Adding unreported catch to the official 91 million tonnes pushes the true daily haul closer to 320,000 tonnes, and the individual fish count potentially well above 6 billion per day. Illegal fishing is concentrated in regions with weak enforcement, particularly parts of West Africa, Southeast Asia, and the Southern Ocean, but it occurs in virtually every ocean.

How Commercial and Recreational Fishing Compare

Industrial commercial fleets account for the overwhelming majority of global catch. These operations use purse seines, trawl nets, and longlines that can harvest hundreds of tonnes in a single haul. Recreational fishing, while popular in wealthy countries like the United States, Australia, and parts of Europe, contributes a small fraction of total tonnage globally.
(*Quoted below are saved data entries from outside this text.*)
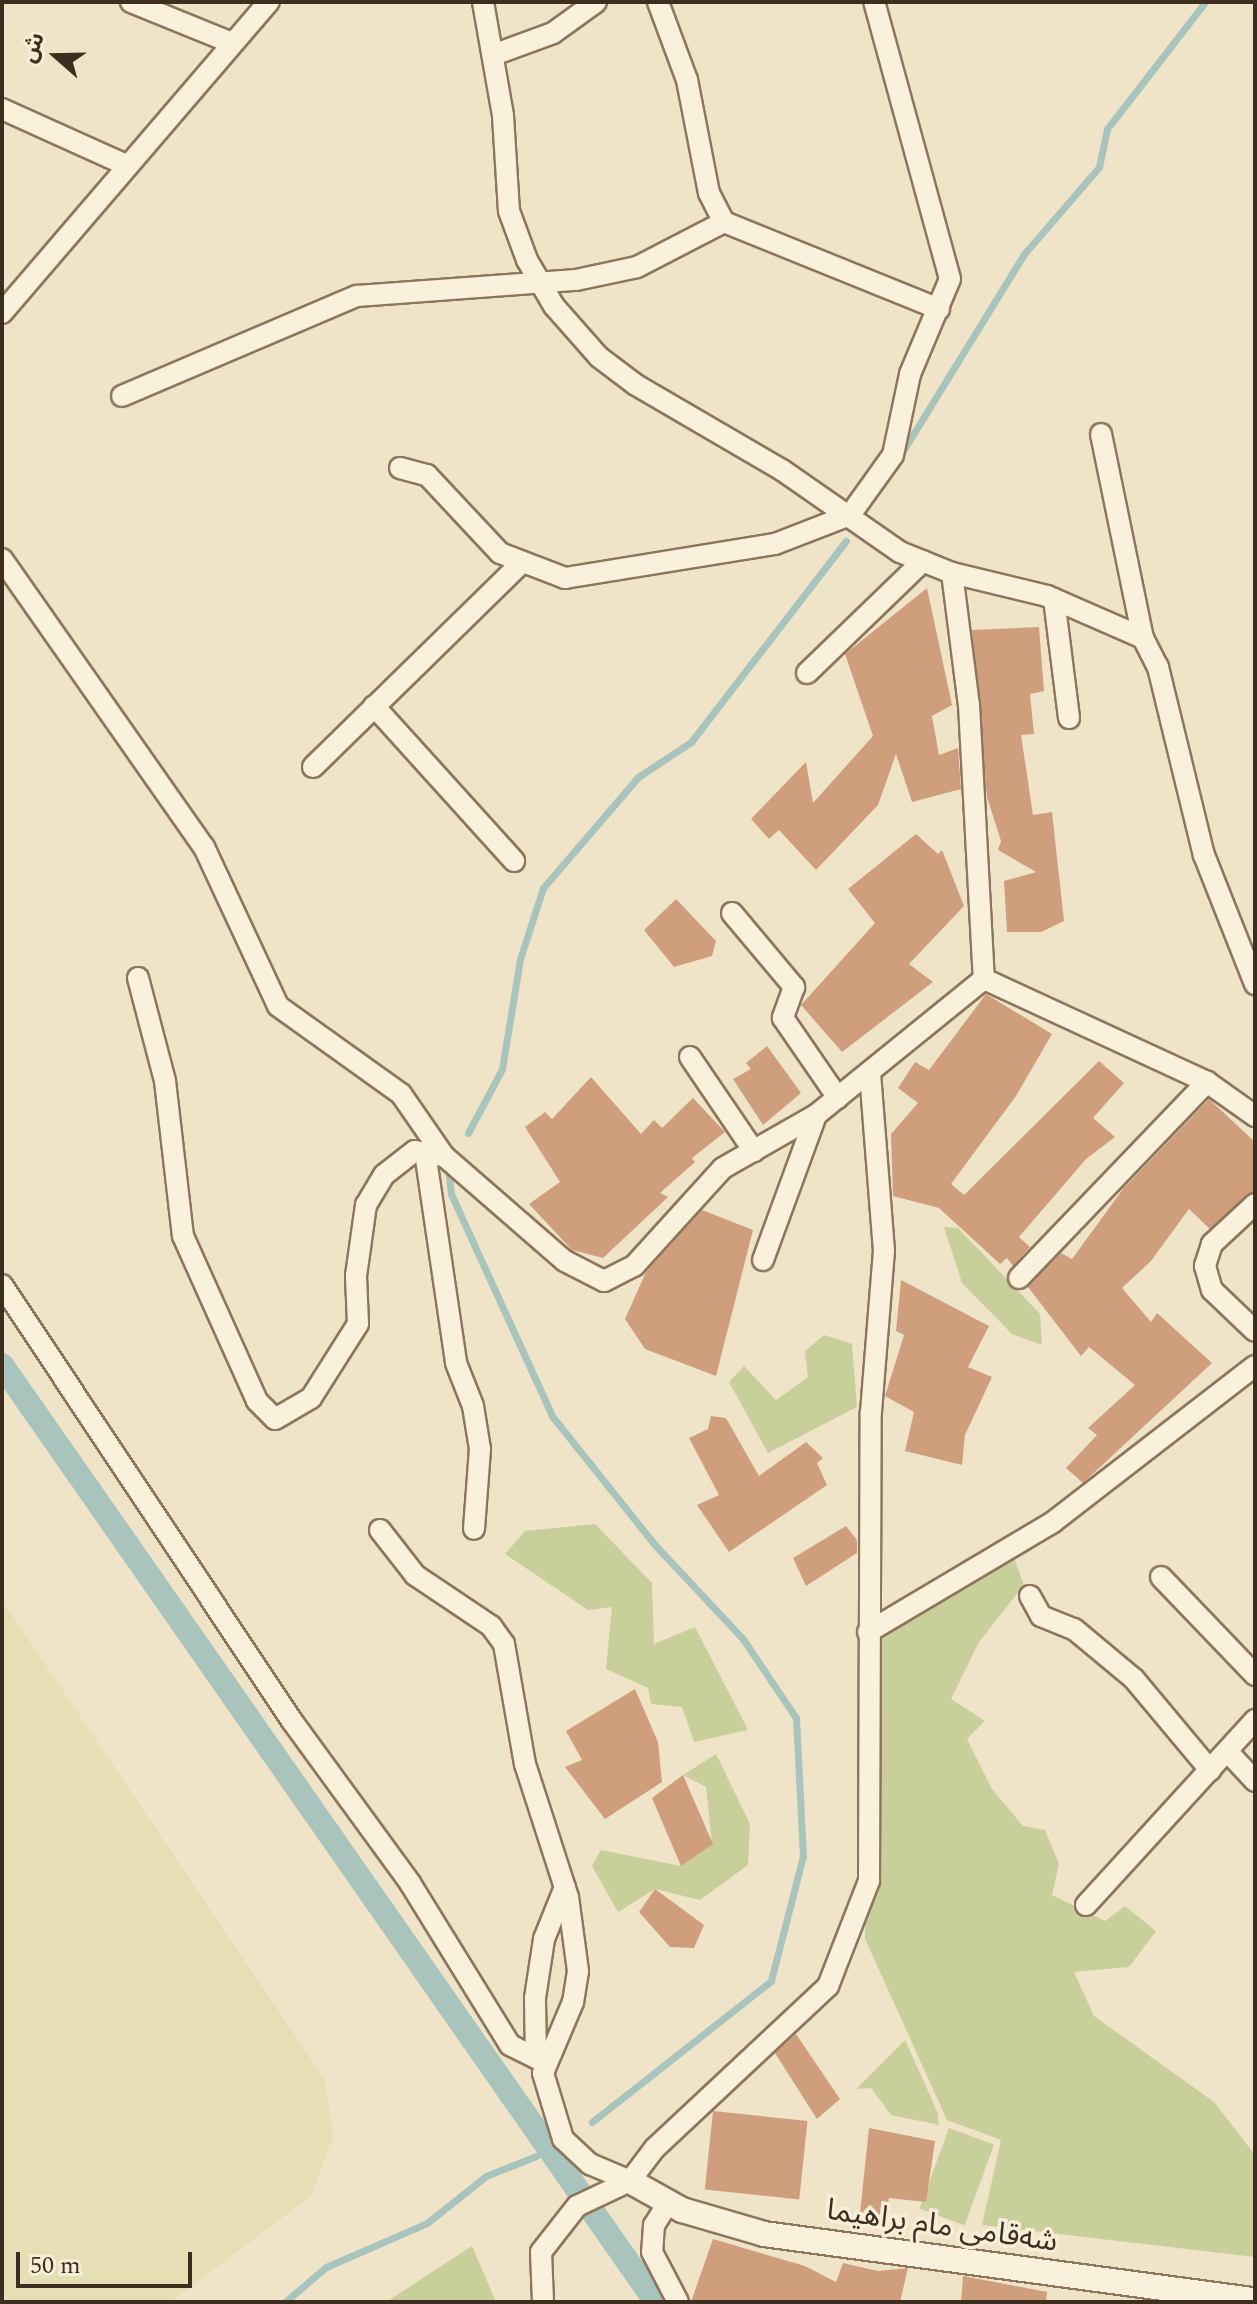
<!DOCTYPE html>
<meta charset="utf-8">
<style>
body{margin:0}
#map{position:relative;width:1257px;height:2304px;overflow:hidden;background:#f0e4c8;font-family:Spectral,"Noto Sans Arabic",serif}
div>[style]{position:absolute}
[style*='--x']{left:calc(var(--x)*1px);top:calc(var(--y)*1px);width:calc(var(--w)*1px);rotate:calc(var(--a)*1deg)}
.farmland>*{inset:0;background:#e6deb5}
.green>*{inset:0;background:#c9cf9b;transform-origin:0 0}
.stream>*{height:7px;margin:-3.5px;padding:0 3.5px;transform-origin:3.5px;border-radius:3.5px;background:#a9c4bc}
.canal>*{height:24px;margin:-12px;padding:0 12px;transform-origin:12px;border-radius:12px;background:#a9c4bc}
.building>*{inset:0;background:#cf9f7d;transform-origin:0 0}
.roads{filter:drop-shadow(2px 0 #8d765c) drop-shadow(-2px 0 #8d765c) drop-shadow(0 2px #8d765c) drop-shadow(0 -2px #8d765c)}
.minor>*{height:20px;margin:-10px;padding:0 10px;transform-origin:10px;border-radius:10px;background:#faf1dc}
.tertiary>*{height:24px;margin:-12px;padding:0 12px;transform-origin:12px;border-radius:12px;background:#faf1dc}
span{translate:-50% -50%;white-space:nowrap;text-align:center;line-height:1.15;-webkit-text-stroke:7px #f7eed8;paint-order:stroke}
.street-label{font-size:30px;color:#3d2e20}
.frame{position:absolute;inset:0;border:4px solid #3d2e20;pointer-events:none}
.north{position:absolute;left:16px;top:16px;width:80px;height:80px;-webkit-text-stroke:6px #f7eed8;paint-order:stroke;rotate:290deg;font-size:22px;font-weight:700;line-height:32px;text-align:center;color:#3d2e20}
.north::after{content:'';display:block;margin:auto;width:28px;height:36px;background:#3d2e20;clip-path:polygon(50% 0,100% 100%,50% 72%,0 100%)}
.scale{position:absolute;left:16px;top:2252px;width:176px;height:36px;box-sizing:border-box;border:4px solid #3d2e20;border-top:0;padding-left:10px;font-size:24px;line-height:28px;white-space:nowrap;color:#3d2e20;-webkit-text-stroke:6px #f7eed8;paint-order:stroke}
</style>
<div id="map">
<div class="farmland">
<i style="clip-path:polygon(2px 1600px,325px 2080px,333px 2136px,312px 2195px,171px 2302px,2px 2302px)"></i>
</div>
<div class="green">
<i style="clip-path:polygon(944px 1227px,958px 1228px,1040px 1314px,1042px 1345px,1012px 1334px,962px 1283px)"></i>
<i style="clip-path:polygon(824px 1335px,852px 1344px,857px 1407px,768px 1453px,729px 1382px,744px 1366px,776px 1400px,808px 1377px,805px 1351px)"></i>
<i style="clip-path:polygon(595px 1524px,652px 1583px,654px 1644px,695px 1627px,748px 1730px,694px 1742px,682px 1707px,651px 1704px,648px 1688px,606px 1669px,612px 1607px,588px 1610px,505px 1554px,525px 1531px)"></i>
<i style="clip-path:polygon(1013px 1555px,1024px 1585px,979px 1642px,951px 1699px,985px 1721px,967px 1739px,992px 1789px,1023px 1826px,1045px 1830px,1059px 1864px,1052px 1895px,1105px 1921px,1125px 1906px,1156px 1931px,1129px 1967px,1074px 1972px,1094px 2016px,1214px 2102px,1255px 2155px,1255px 2257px,982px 2225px,1001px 2140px,947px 2120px,865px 1939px,868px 1639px)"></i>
<i style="clip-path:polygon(716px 1754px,750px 1824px,748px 1865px,700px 1900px,655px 1889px,618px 1912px,592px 1866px,601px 1850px,681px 1866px,712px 1844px,706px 1787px,683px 1775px)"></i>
<i style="clip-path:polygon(905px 2040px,938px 2113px,939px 2125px,891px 2115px,871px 2088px,856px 2089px)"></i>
<i style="left:949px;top:2128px;width:48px;height:86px;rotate:20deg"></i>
<i style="clip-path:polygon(472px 2246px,496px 2302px,386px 2302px)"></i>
</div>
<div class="stream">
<i style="--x:901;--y:454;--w:235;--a:-58.4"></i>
<i style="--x:1024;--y:254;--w:115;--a:-49.2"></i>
<i style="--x:1099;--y:167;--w:39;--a:-78"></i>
<i style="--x:1107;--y:129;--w:160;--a:-52.3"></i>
<i style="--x:468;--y:1133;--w:72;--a:-62"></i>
<i style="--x:502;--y:1069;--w:111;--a:-80.7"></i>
<i style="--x:520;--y:959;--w:75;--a:-72.1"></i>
<i style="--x:543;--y:888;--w:146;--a:-49.4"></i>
<i style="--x:638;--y:777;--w:64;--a:-33.4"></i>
<i style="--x:691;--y:742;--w:254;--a:-52.4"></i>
<i style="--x:449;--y:1176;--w:18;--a:84"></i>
<i style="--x:451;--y:1194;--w:244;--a:65.5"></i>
<i style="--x:552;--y:1416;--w:165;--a:51.4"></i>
<i style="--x:655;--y:1545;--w:129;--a:46.9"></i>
<i style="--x:743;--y:1639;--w:95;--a:56.1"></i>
<i style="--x:796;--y:1718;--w:138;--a:87.1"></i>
<i style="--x:803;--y:1856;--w:129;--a:104.4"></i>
<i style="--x:771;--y:1981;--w:228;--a:141.8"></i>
<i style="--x:285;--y:2302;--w:54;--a:-40.5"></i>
<i style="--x:326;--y:2267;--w:110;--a:-23.5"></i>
<i style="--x:427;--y:2223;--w:75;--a:-38.5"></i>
<i style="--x:486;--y:2176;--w:54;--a:-21.8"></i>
</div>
<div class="canal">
<i style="--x:2;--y:1365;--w:1143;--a:55.09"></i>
</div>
<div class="building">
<i style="clip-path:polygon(927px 588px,952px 705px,932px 716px,939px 755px,958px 748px,961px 789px,912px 802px,896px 754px,878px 805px,816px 870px,779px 830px,769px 839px,751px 819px,806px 762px,813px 803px,873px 736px,845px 654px)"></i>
<i style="clip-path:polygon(1039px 627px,1044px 691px,1030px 694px,1034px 734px,1021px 735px,1033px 815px,1052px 812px,1064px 921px,1041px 932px,1007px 932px,1004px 881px,1036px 872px,998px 850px,1001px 841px,987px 797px,972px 630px)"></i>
<i style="clip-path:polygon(916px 834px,938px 854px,942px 850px,964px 906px,909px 964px,933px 982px,842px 1052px,801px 1005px,875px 923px,848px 889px)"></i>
<i style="clip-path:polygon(676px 899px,716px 941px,712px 956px,674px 967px,644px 930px)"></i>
<i style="clip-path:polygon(986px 994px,1052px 1034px,1016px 1096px,951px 1184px,964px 1195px,1099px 1061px,1124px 1083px,1093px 1118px,1115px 1137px,1086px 1159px,1019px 1237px,1030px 1247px,1013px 1266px,1007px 1258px,1000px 1264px,939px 1208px,893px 1196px,891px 1134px,918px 1103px,898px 1088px,915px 1062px,929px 1070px)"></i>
<i style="clip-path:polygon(767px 1046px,801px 1093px,763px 1125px,733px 1079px,751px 1069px,746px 1063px)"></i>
<i style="clip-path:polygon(591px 1077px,641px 1134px,654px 1120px,662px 1128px,693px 1098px,725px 1132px,692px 1158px,695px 1162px,660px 1193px,668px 1197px,603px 1258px,572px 1250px,529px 1204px,560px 1182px,525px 1127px,545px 1112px,552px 1119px)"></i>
<i style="clip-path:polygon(1209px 1099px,1255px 1142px,1255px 1191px,1210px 1229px,1189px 1209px,1151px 1261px,1122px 1288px,1151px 1322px,1157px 1313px,1212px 1363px,1083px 1483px,1066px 1468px,1097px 1435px,1088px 1428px,1135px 1385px,1089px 1347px,1081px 1356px,1028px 1287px,1061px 1253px,1072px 1259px,1123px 1189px)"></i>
<i style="clip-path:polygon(702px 1210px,753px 1230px,716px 1376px,645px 1349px,625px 1319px,646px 1272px)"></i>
<i style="clip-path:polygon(901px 1280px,989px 1326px,968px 1367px,992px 1377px,965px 1435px,962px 1465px,905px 1451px,914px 1412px,885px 1396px,904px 1335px,896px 1331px)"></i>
<i style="clip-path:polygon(711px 1416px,726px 1418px,759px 1476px,806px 1442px,823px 1458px,817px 1463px,827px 1485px,729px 1552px,697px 1505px,719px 1495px,689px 1438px,708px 1429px)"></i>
<i style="clip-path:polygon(846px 1526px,857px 1540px,857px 1553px,806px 1586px,793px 1558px)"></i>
<i style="clip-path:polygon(635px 1689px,658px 1742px,662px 1782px,605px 1819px,565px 1767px,582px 1760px,566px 1731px)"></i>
<i style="clip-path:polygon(683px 1775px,713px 1844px,681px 1866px,652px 1798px)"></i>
<i style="clip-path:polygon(655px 1889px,704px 1925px,694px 1948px,670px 1947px,639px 1912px)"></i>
<i style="clip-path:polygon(796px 2034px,840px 2099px,817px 2119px,775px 2053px)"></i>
<i style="left:713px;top:2111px;width:95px;height:79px;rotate:6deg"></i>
<i style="clip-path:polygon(869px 2128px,935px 2141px,926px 2202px,889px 2198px,886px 2217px,860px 2213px)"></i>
<i style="clip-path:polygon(713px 2239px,805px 2266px,836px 2282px,843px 2263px,878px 2271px,908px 2268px,900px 2302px,691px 2302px)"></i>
<i style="clip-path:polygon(963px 2276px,1047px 2292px,1046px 2302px,961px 2302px)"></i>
</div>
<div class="roads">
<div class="minor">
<i style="--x:131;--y:2;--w:109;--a:22.1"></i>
<i style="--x:483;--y:2;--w:116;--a:80"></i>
<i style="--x:503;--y:116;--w:95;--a:86.4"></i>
<i style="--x:509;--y:211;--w:52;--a:69.8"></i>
<i style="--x:527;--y:260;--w:53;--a:59.6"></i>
<i style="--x:554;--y:306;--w:68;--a:48.6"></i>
<i style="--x:599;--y:357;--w:46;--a:37.1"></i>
<i style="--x:636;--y:385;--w:169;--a:30.2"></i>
<i style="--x:782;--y:470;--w:144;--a:34.8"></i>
<i style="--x:900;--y:552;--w:56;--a:22"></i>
<i style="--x:952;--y:573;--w:98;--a:13.6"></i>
<i style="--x:1047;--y:596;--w:105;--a:23.6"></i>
<i style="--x:1143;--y:638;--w:33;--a:63"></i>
<i style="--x:1158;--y:667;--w:194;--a:76.3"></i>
<i style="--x:1204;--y:855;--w:139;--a:68.4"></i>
<i style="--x:658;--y:2;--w:83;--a:69.6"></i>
<i style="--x:687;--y:80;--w:115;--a:79"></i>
<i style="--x:709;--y:193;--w:33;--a:63"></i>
<i style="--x:724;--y:222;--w:232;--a:22"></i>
<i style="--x:493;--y:55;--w:64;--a:-20.1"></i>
<i style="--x:553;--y:33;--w:53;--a:-35.8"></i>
<i style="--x:2;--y:109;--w:134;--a:24.3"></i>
<i style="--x:2;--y:313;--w:410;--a:-49.4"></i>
<i style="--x:122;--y:396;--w:255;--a:-23.1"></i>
<i style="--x:357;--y:296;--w:220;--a:-4.2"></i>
<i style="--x:576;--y:280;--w:62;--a:-12"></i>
<i style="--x:637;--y:267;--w:98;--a:-27.3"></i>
<i style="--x:1101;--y:434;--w:208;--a:78.4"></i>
<i style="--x:400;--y:468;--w:28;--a:15"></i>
<i style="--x:427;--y:475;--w:107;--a:46.9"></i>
<i style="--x:500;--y:553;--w:70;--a:21"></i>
<i style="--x:565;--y:578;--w:213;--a:-9.2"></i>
<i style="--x:775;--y:544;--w:80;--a:-21.1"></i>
<i style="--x:850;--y:515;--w:74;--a:-54.4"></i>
<i style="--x:893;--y:455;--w:83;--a:-78.1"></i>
<i style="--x:910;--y:374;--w:103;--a:-67.2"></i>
<i style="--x:950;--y:279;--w:287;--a:-105.3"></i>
<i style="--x:2;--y:559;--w:352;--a:55"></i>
<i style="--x:204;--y:847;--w:175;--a:65"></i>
<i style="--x:278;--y:1006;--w:151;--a:35.6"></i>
<i style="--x:401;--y:1094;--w:75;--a:55.3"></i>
<i style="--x:952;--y:573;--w:133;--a:82.7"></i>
<i style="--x:969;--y:705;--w:274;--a:86.9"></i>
<i style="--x:1054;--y:599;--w:120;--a:82.8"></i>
<i style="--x:807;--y:673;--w:161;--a:-44"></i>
<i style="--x:374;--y:706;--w:209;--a:47.9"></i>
<i style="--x:313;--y:767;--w:290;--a:-44.4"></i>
<i style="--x:732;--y:913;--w:97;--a:50"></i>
<i style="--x:794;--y:987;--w:33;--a:110"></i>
<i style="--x:783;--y:1018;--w:97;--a:55.5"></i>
<i style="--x:138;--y:978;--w:106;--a:75.3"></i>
<i style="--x:165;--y:1081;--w:156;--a:83.4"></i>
<i style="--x:183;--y:1236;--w:181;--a:65.8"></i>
<i style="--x:257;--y:1401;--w:25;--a:45"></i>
<i style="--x:275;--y:1419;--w:42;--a:-30.3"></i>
<i style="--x:311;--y:1398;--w:88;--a:-57.6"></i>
<i style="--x:358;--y:1324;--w:48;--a:-92.4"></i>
<i style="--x:356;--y:1276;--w:72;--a:-82"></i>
<i style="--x:366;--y:1205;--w:35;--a:-59"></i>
<i style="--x:384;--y:1175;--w:39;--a:-38"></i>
<i style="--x:415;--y:1151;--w:29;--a:10"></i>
<i style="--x:444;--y:1156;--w:160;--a:41"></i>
<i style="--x:565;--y:1261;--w:44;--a:27.1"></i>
<i style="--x:604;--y:1281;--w:34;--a:-27"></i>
<i style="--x:634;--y:1266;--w:132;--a:-47.8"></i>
<i style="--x:723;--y:1168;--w:107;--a:-29.7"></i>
<i style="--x:816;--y:1115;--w:216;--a:-39"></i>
<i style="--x:984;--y:979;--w:246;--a:24.8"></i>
<i style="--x:1207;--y:1082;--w:59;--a:35.3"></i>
<i style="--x:690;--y:1057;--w:114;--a:55.8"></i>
<i style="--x:425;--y:1152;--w:213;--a:81.6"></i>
<i style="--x:456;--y:1363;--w:46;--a:68.4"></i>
<i style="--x:473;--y:1406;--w:44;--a:80.8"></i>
<i style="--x:480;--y:1449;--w:80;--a:94.3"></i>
<i style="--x:1255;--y:1204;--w:59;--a:137.1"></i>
<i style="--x:1212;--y:1244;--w:23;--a:108"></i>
<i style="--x:1205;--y:1266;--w:25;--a:74"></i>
<i style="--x:1212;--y:1290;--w:59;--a:43.6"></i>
<i style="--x:763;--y:1260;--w:154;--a:-69.9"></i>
<i style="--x:1019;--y:1278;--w:272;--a:-46.2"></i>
<i style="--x:2;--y:1285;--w:524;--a:56.37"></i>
<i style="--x:292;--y:1721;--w:200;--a:53.9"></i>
<i style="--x:410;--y:1883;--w:190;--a:58.3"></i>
<i style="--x:510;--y:2045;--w:40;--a:26.6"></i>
<i style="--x:380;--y:1530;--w:57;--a:52.1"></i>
<i style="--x:415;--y:1575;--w:92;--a:33.9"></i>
<i style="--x:491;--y:1626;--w:22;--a:54"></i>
<i style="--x:504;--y:1644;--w:122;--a:80.1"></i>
<i style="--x:525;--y:1764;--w:140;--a:72.1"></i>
<i style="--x:568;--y:1897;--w:75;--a:82.3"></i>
<i style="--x:578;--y:1971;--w:31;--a:99"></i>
<i style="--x:573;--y:2002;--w:77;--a:112.9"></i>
<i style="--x:543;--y:2073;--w:69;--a:73.1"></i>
<i style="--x:563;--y:2139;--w:37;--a:43"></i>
<i style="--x:590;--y:2164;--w:43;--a:23"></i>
<i style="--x:1161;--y:1577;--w:136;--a:46.2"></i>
<i style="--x:1030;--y:1596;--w:23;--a:61"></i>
<i style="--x:1041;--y:1616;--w:35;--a:22"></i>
<i style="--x:1074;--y:1629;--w:78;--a:39.8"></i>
<i style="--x:1134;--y:1679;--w:119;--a:50.1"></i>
<i style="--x:868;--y:1632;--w:215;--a:-30.7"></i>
<i style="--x:1053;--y:1522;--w:255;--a:-37.7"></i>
<i style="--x:1227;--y:1751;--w:41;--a:47"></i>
<i style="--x:1086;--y:1905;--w:251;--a:-47.6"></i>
<i style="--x:536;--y:2058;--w:60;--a:-91"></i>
<i style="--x:535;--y:1998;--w:60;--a:-81.3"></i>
<i style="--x:544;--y:1939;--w:56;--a:-68"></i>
<i style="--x:668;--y:2203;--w:26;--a:122"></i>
<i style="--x:654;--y:2225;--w:27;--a:94"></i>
<i style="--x:652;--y:2252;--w:56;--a:62.5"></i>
<i style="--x:543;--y:2302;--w:50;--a:-92.3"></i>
<i style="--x:541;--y:2252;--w:58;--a:-52"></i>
<i style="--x:577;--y:2206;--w:59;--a:-25.3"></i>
<i style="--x:630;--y:2181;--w:41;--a:-52.9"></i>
<i style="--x:655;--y:2148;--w:237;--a:-43.1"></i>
<i style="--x:828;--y:1986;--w:113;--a:-68.7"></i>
<i style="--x:869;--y:1881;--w:469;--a:-89.8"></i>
<i style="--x:871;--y:1412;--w:162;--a:-85.4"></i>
<i style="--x:884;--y:1251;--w:179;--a:-94.5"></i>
</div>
<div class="tertiary">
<i style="--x:630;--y:2181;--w:60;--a:29.1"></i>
<i style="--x:682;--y:2210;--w:85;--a:16.3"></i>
<i style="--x:764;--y:2234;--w:495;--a:7.7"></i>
</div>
</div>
<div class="street-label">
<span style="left:942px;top:2226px;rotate:8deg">شەقامی مام براهیما</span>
</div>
<div class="frame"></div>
<div class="north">ش</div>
<div class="scale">50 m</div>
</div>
Its impact is more significant at the local level, where recreational anglers can put real pressure on specific coastal species.

The trillion-scale estimates described above include both commercial and recreational catch from recorded fisheries, though recreational data is patchier and harder to track across countries.

Why the Numbers Have Plateaued

Global wild catch hasn’t grown meaningfully in over three decades. The ocean reached something close to its maximum sustainable yield in the late 1980s, and many fish populations have been fished at or beyond their biological limits since then. The growth in global seafood supply over the past 20 years has come almost entirely from aquaculture (fish farming), which now produces slightly more than wild capture. In 2022, aquaculture hit 94 million tonnes, edging past wild catch for the first time.

That plateau means the daily catch number is unlikely to climb much higher from wild fisheries alone. If anything, continued overfishing of some stocks could push it lower. The daily haul of 3 to 6 billion fish represents something close to the ceiling of what the world’s oceans, rivers, and lakes can sustain.